## Data
+++

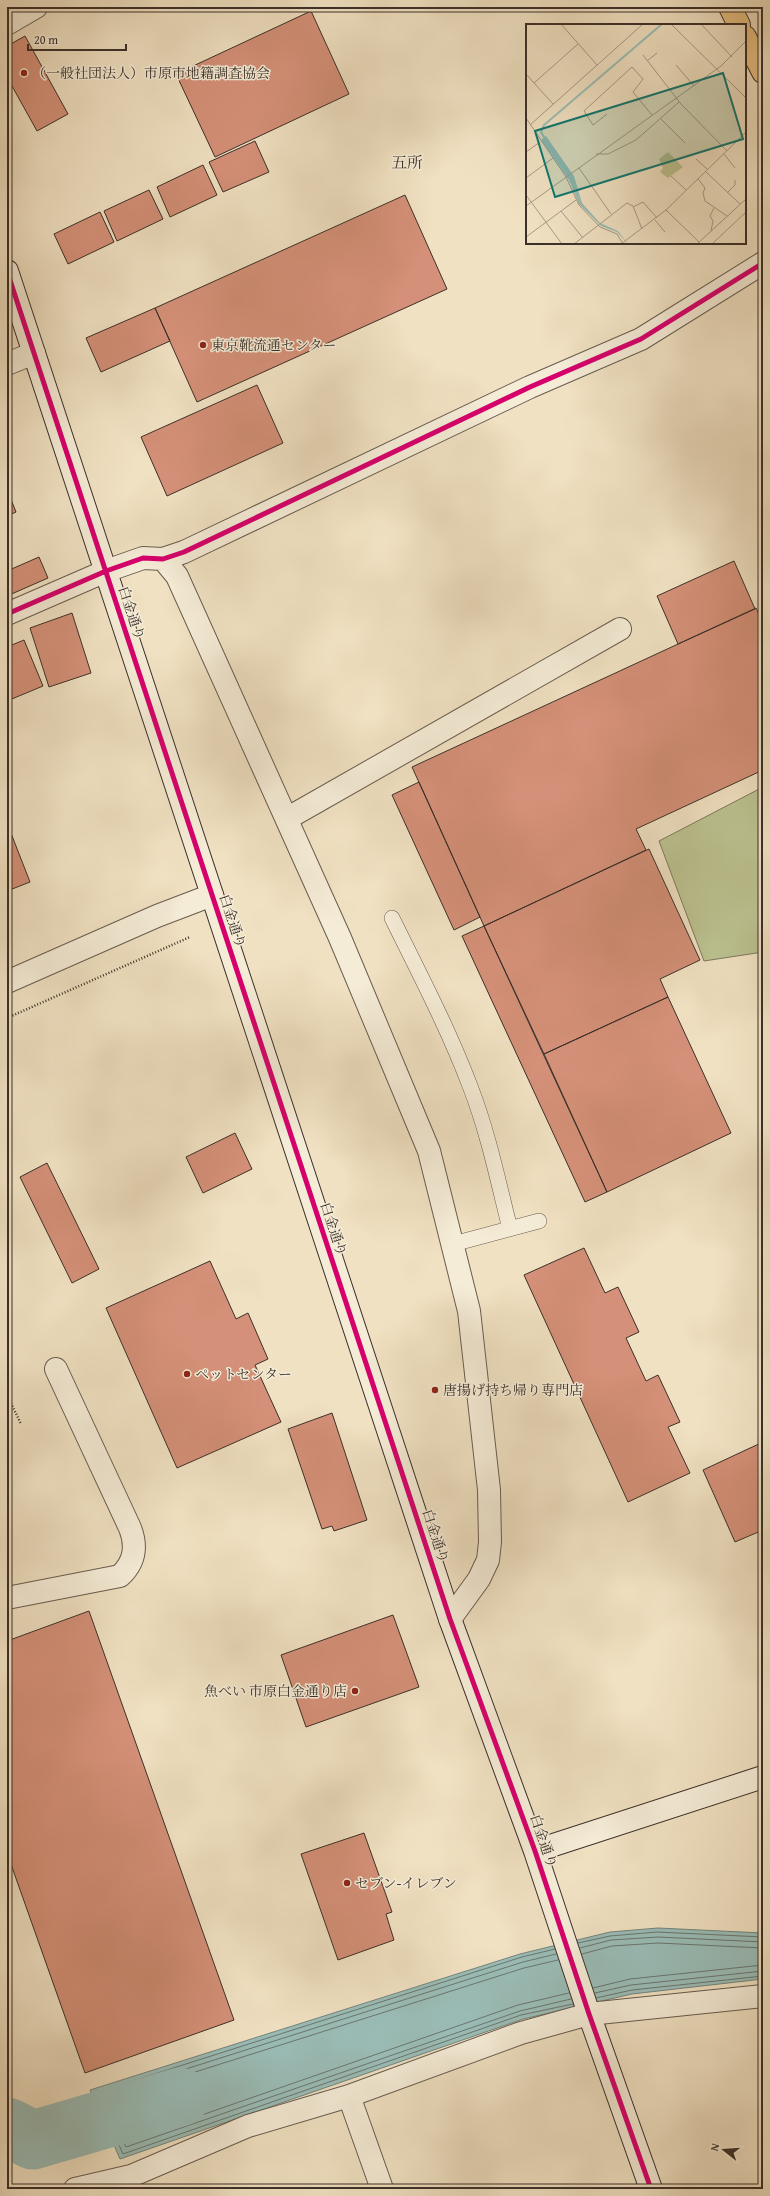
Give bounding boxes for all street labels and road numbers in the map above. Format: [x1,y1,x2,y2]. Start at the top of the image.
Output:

+++

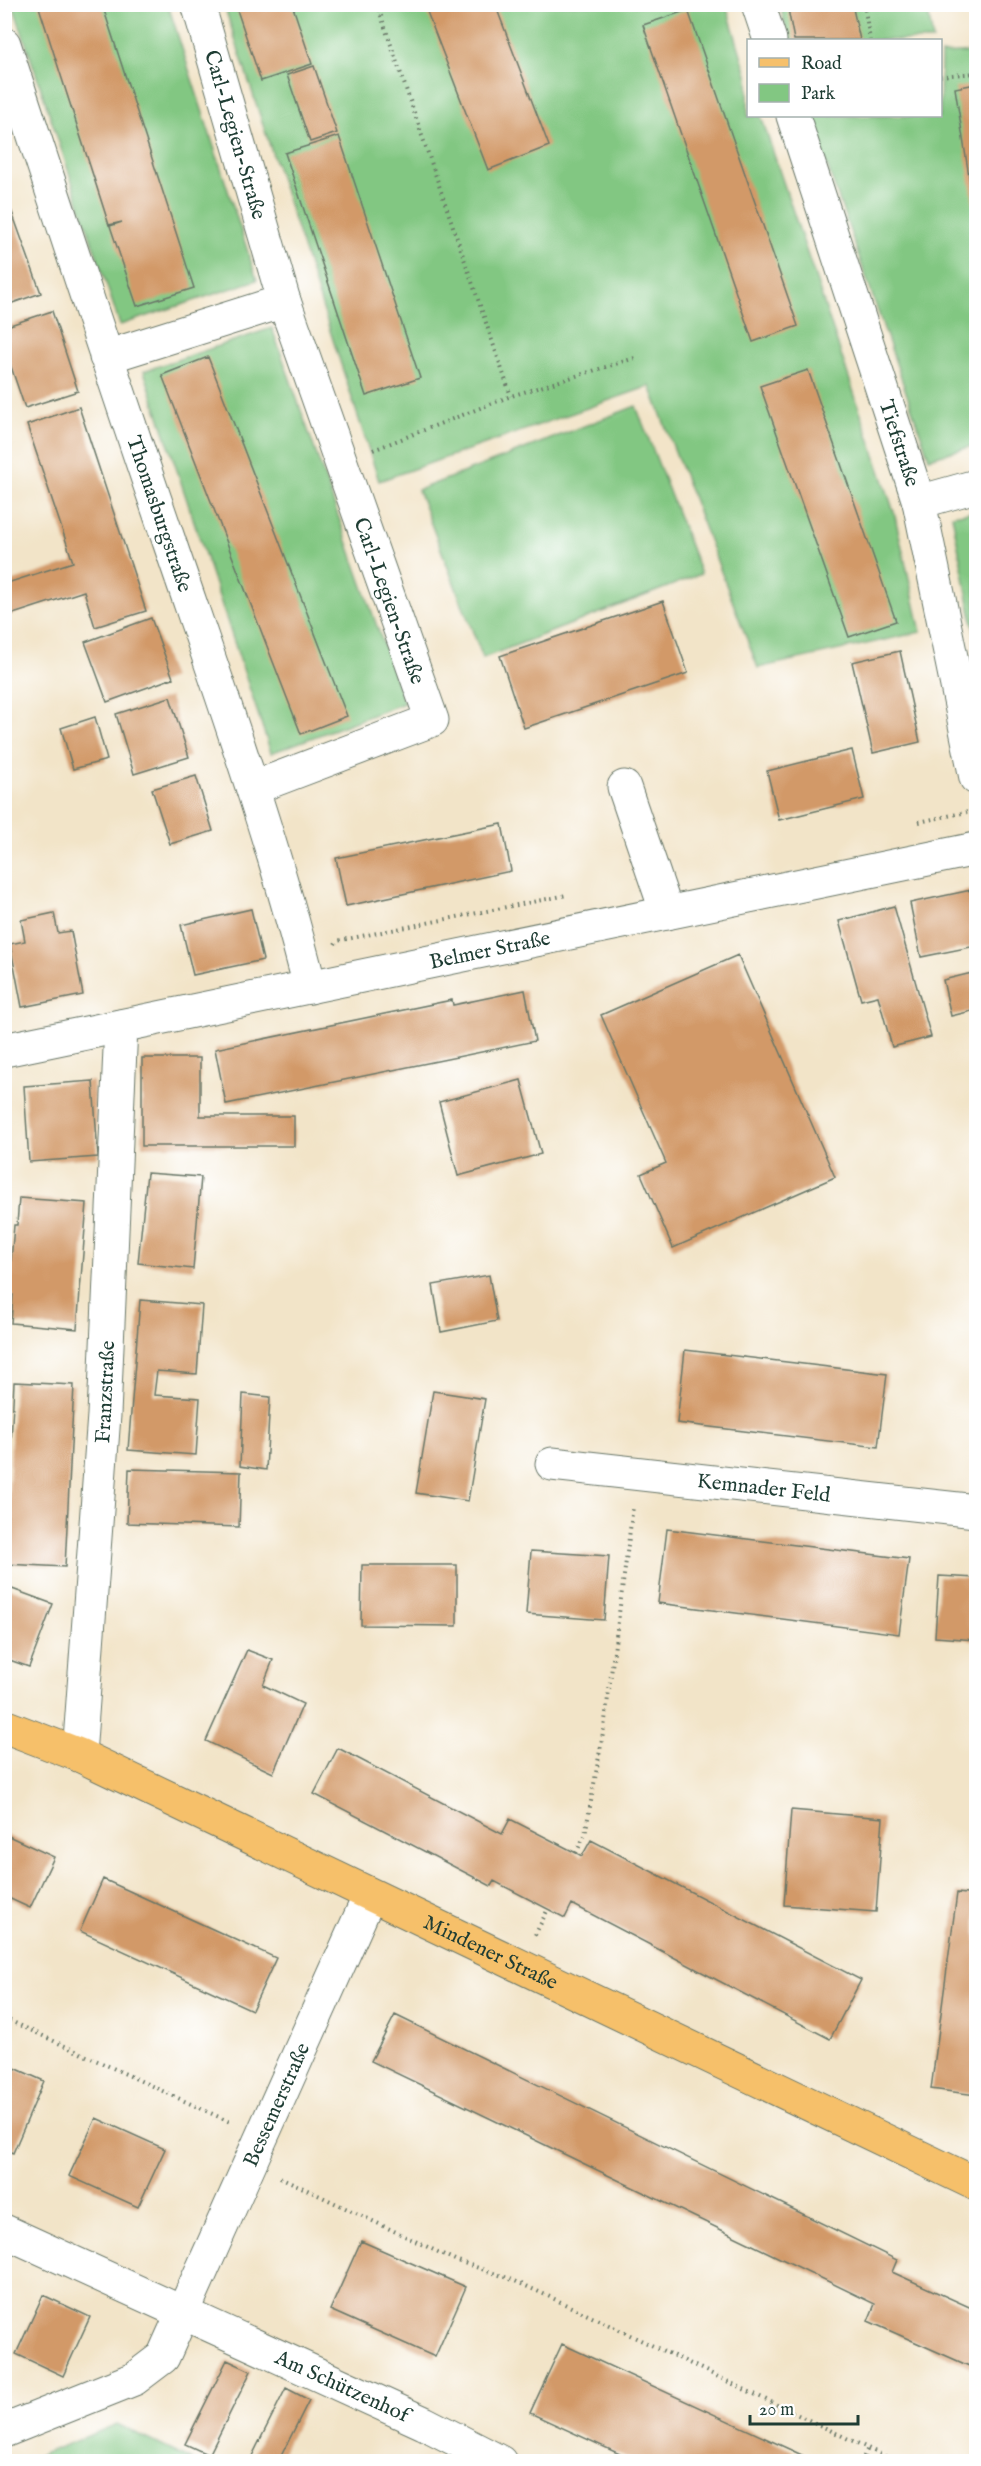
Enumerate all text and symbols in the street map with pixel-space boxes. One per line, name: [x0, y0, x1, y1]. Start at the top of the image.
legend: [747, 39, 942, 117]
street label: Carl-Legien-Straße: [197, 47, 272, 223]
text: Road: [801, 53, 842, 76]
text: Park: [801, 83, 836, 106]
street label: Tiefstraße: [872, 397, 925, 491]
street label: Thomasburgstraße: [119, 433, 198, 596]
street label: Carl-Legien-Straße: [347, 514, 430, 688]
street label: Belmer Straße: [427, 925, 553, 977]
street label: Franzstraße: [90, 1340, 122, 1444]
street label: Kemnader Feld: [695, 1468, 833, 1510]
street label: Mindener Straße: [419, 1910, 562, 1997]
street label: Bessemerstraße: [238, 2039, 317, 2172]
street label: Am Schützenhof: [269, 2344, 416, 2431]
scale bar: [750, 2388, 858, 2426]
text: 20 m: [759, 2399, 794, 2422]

+++

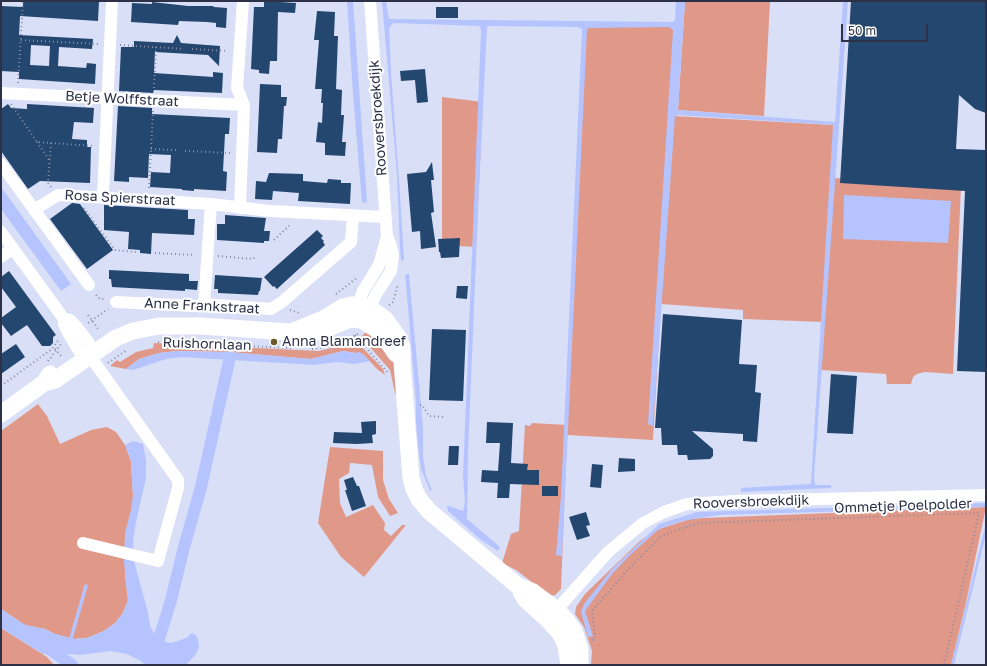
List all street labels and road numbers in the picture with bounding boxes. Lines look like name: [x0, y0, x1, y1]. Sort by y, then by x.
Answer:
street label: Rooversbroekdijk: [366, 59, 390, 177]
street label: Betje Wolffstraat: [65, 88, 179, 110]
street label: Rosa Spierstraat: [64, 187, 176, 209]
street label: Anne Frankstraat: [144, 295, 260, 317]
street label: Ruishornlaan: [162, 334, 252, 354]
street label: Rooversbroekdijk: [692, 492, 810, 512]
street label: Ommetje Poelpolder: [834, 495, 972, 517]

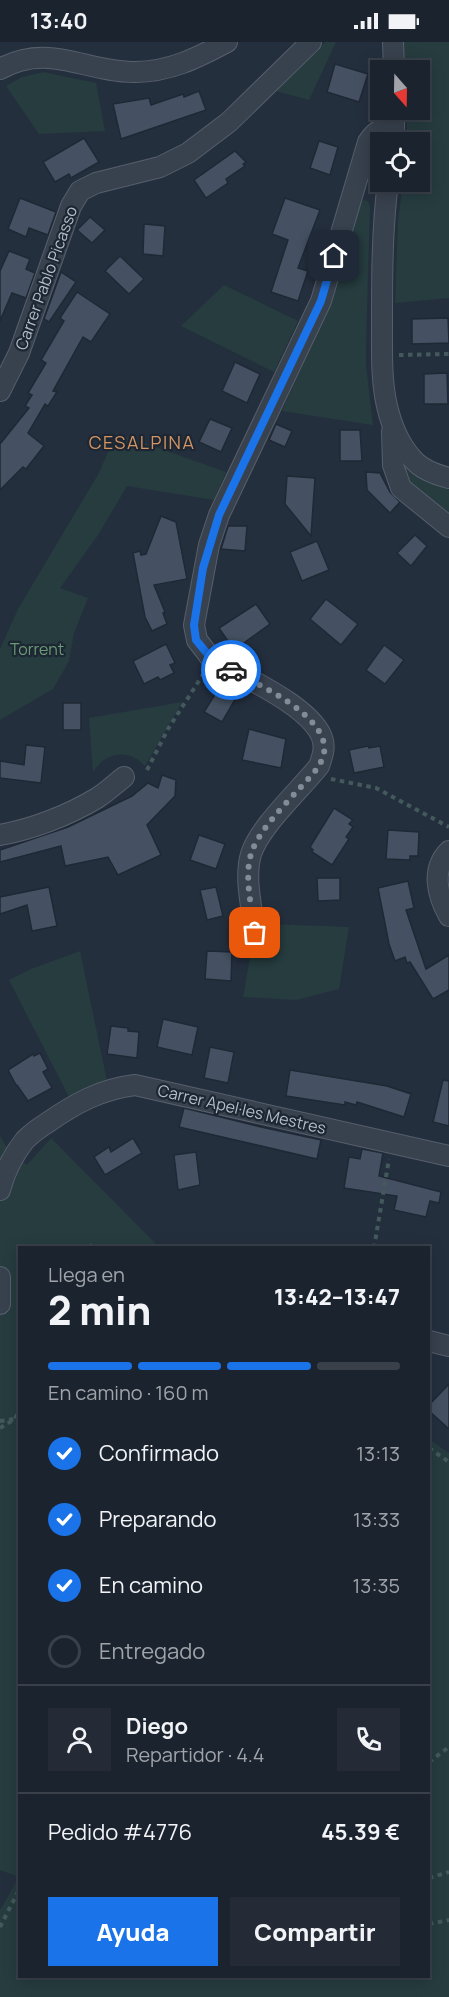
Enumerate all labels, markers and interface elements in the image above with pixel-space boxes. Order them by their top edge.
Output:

+++

## Exercise brief
The word "bounding" is the filter: copy every line of the listing above that contains it.

## Task output
Give bounding boxes for all street labels and road numbers in the map above. Format: [x1,y1,x2,y2]. Start at the top of the image.
List all street labels and road numbers in the picture with bounding boxes. Lines look like name: [x0, y0, x1, y1]. Sort by y, then by x.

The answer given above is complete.